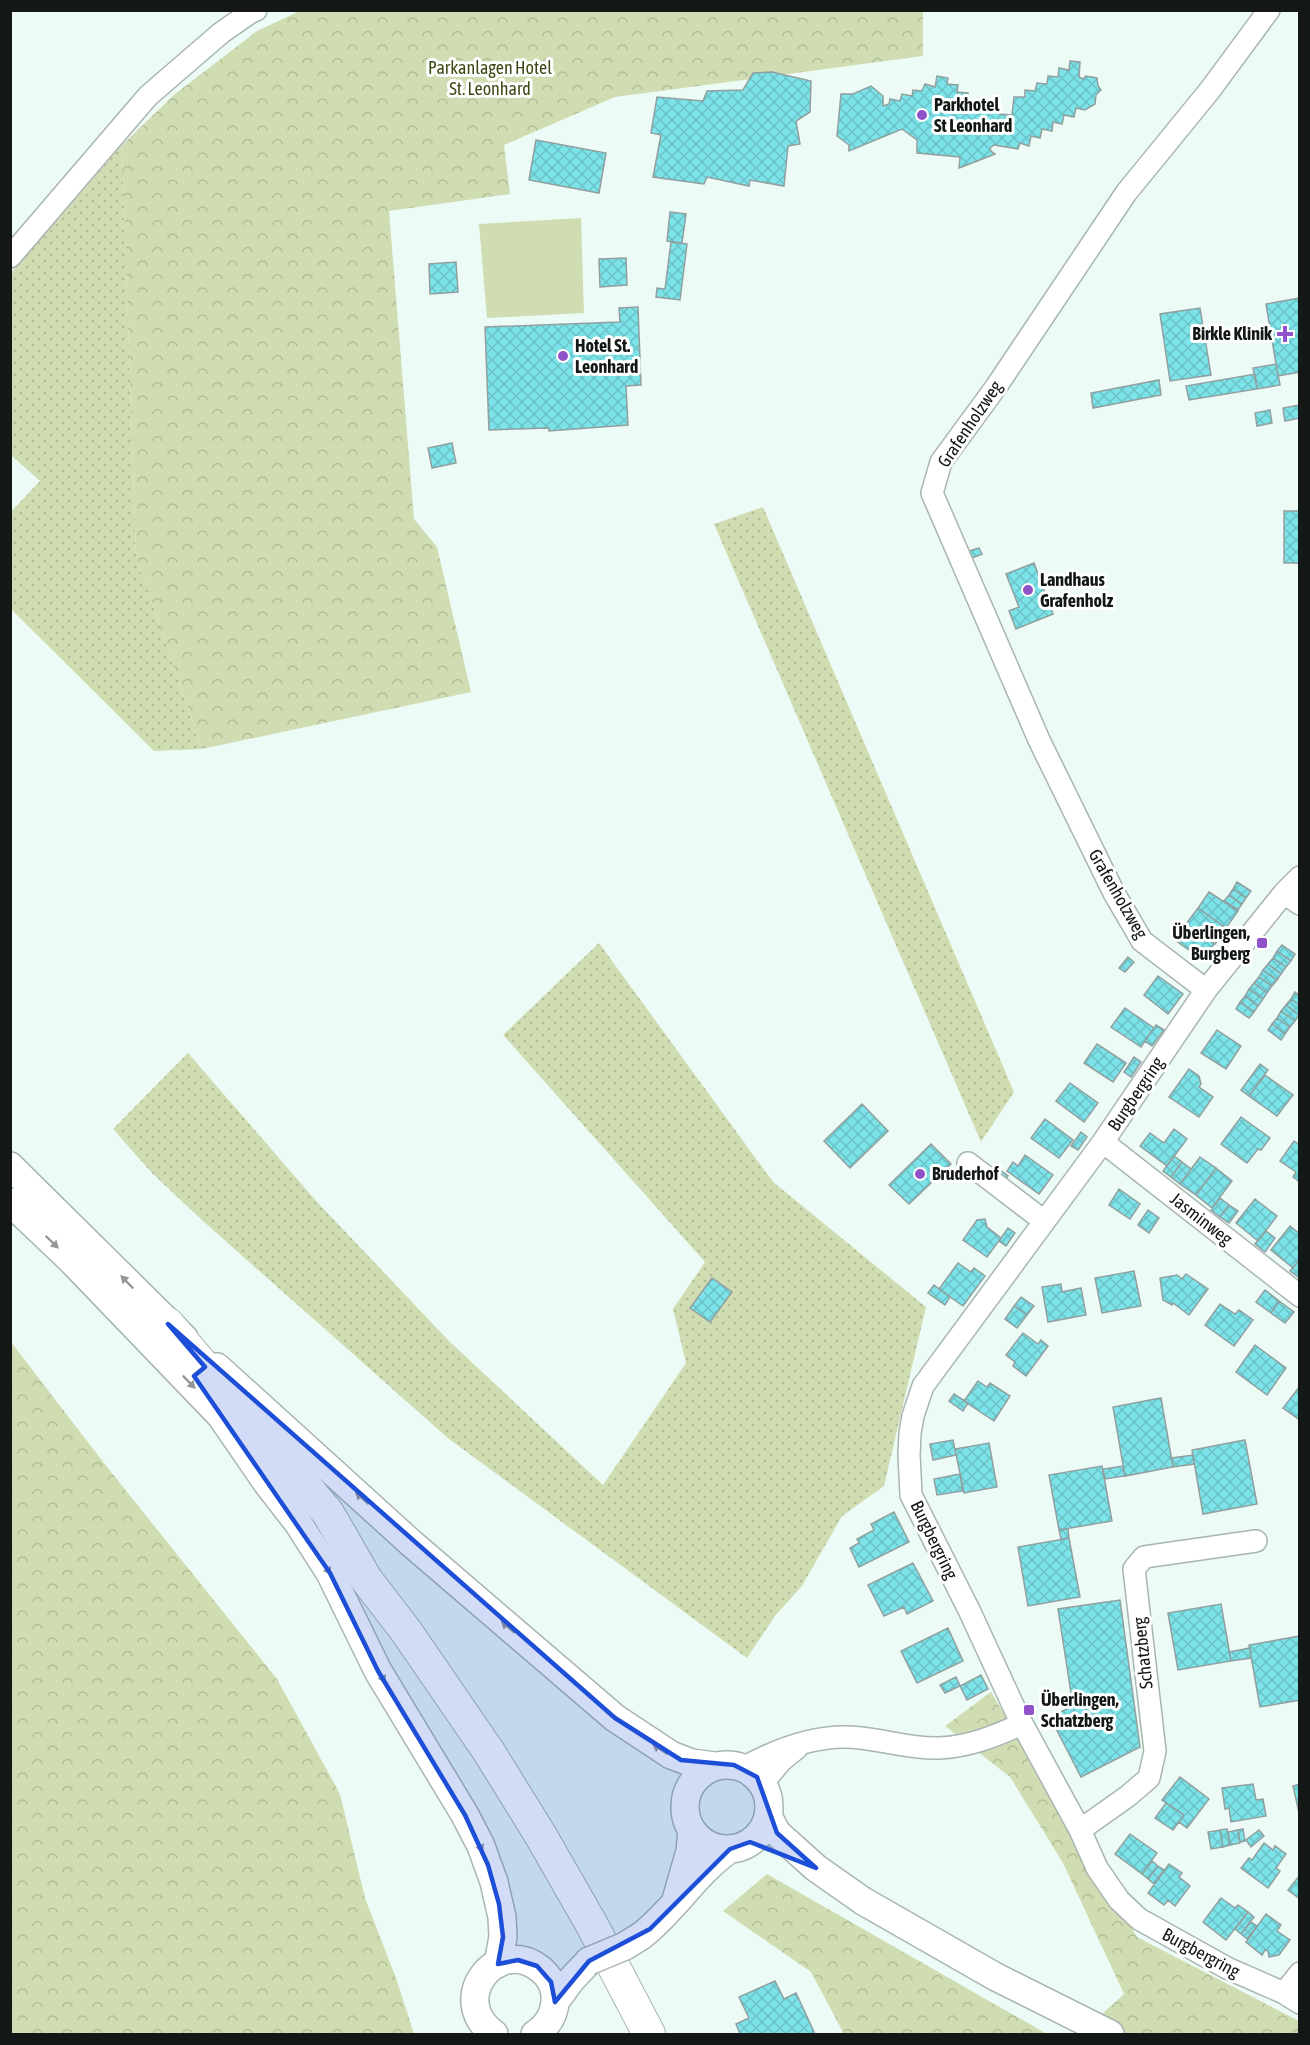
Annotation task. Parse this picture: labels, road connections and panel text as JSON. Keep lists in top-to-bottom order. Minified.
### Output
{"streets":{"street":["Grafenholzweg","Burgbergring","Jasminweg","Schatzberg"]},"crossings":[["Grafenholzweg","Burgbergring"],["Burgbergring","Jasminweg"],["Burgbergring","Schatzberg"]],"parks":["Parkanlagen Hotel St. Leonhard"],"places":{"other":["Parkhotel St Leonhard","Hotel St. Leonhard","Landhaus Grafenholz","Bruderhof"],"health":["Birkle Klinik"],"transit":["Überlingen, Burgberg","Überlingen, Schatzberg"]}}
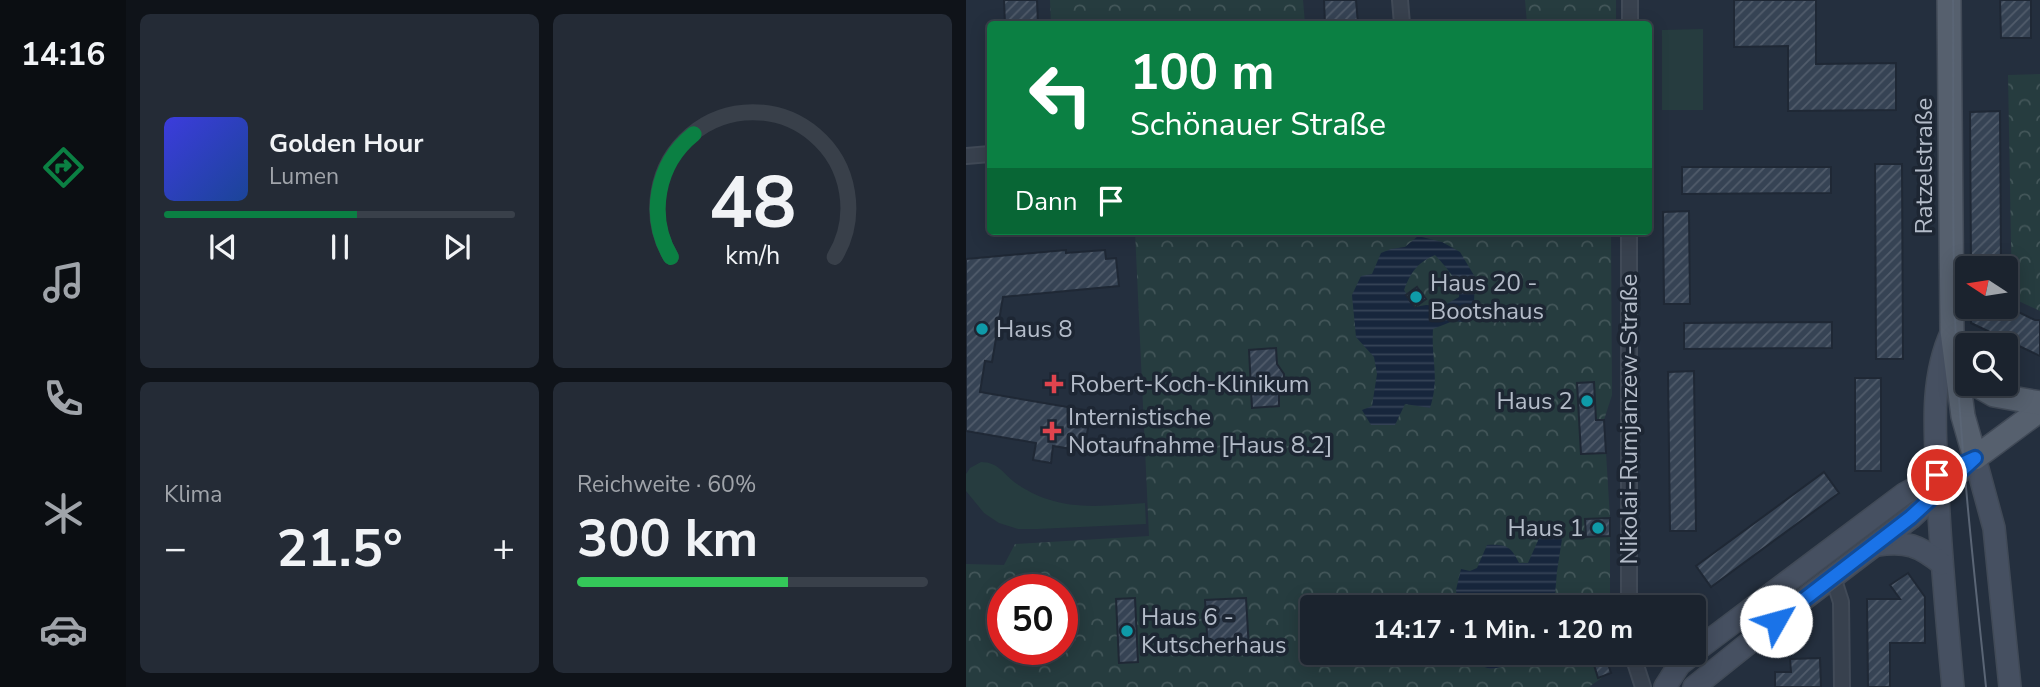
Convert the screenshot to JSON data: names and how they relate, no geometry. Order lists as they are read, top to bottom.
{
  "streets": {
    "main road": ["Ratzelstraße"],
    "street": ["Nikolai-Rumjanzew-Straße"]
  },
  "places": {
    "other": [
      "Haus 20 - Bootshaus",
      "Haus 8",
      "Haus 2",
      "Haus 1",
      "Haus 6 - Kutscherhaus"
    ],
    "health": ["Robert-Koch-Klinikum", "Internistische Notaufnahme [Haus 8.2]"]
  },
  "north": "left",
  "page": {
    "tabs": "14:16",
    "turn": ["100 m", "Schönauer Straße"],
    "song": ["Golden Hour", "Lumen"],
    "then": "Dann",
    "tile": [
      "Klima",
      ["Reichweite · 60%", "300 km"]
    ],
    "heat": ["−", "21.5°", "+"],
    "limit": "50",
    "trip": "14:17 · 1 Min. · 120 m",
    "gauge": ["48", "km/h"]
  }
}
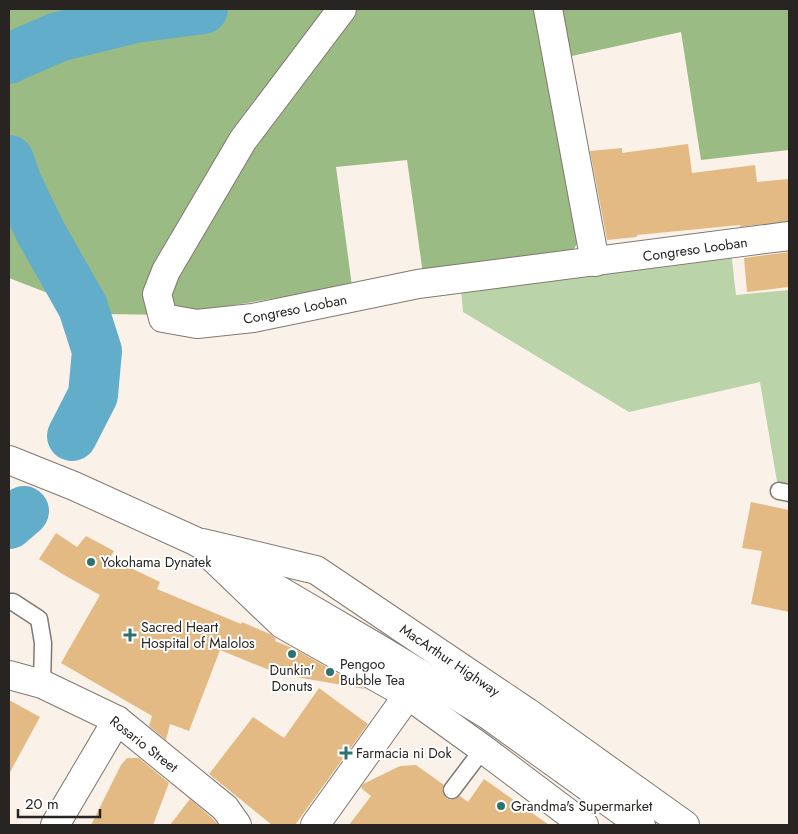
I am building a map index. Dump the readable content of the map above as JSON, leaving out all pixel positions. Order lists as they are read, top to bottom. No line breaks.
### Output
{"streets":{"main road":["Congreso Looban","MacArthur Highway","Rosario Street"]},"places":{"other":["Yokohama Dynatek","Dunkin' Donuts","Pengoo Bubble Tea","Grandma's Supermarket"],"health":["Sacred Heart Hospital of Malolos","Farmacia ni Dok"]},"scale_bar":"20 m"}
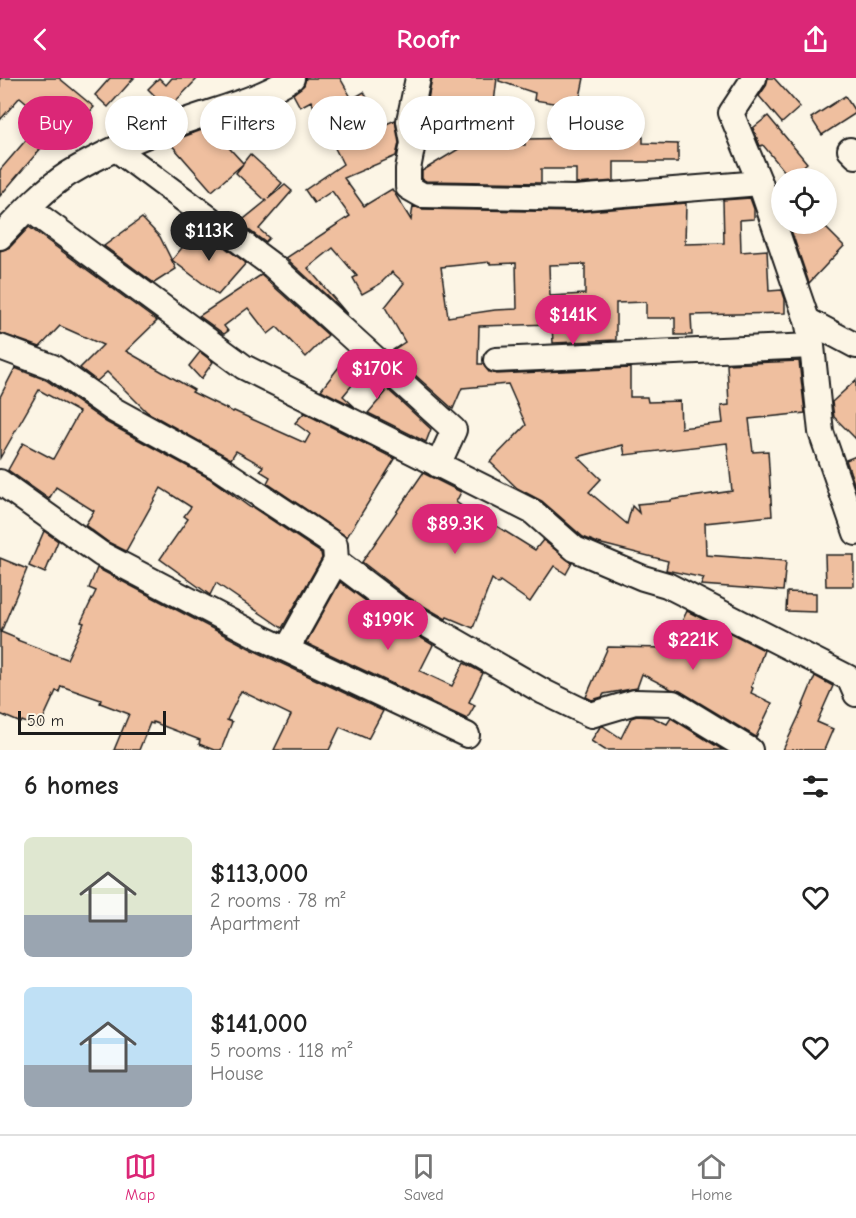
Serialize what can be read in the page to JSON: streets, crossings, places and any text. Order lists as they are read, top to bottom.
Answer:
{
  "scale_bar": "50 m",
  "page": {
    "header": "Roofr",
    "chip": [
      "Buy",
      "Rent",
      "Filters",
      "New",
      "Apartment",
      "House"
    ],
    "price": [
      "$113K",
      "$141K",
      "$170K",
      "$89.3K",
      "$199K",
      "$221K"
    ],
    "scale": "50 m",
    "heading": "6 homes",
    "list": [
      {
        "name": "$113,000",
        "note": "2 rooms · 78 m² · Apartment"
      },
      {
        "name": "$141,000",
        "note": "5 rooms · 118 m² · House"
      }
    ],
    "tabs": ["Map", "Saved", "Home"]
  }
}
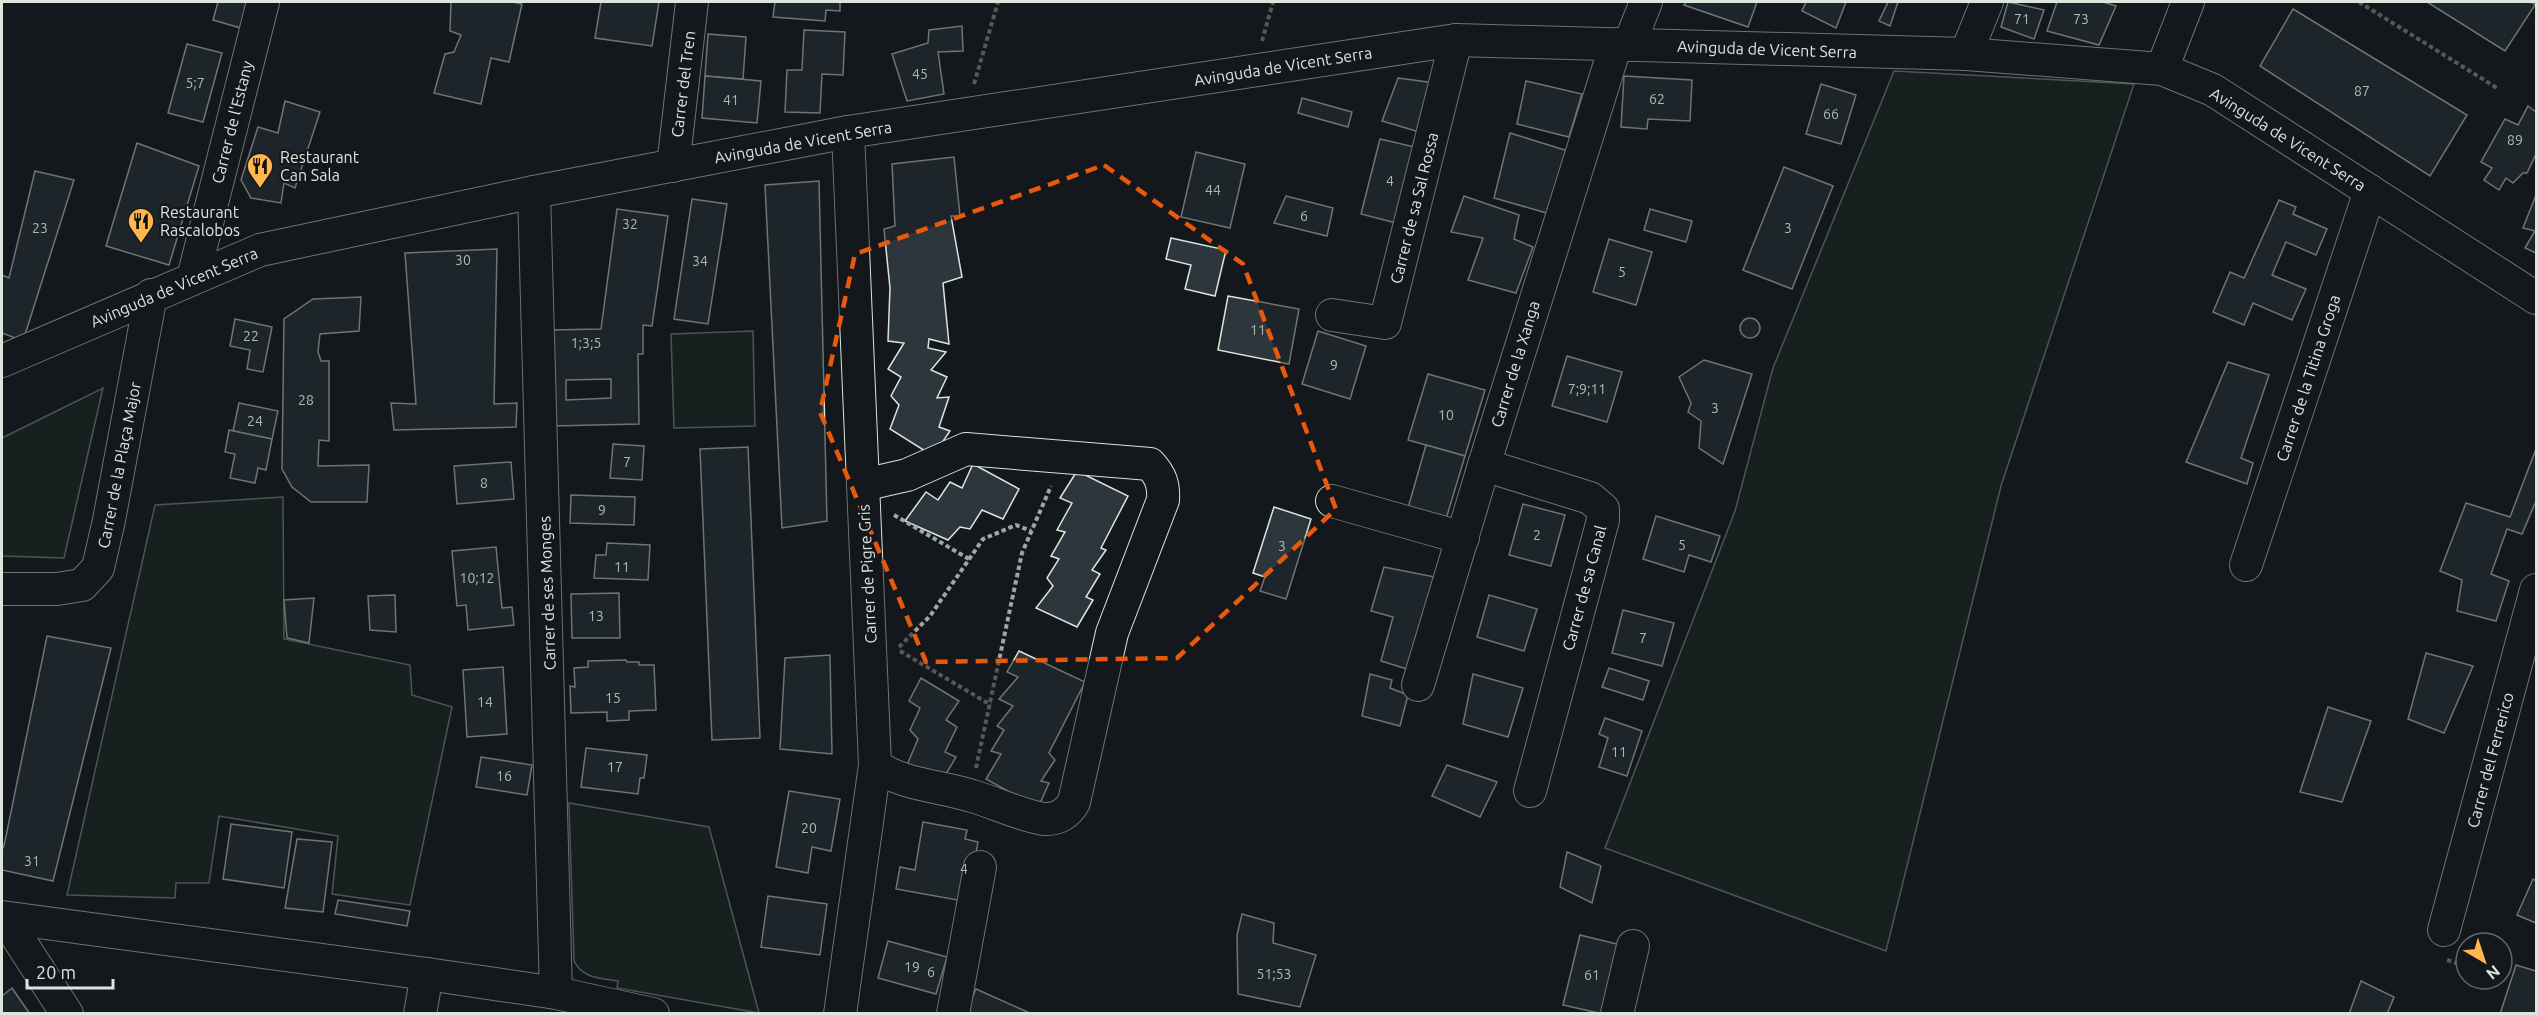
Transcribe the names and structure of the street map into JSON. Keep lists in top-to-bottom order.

What is being asked
Return a copy of every line in the records that includes the string "text".

Response area
Annotation task. Parse this picture: labels, road connections and panel text as JSON. Keep lists in top-to-bottom order. Minified.
Serialize what can be read in the page to JSON: streets, crossings, places and any text. Order lists as they are read, top to bottom.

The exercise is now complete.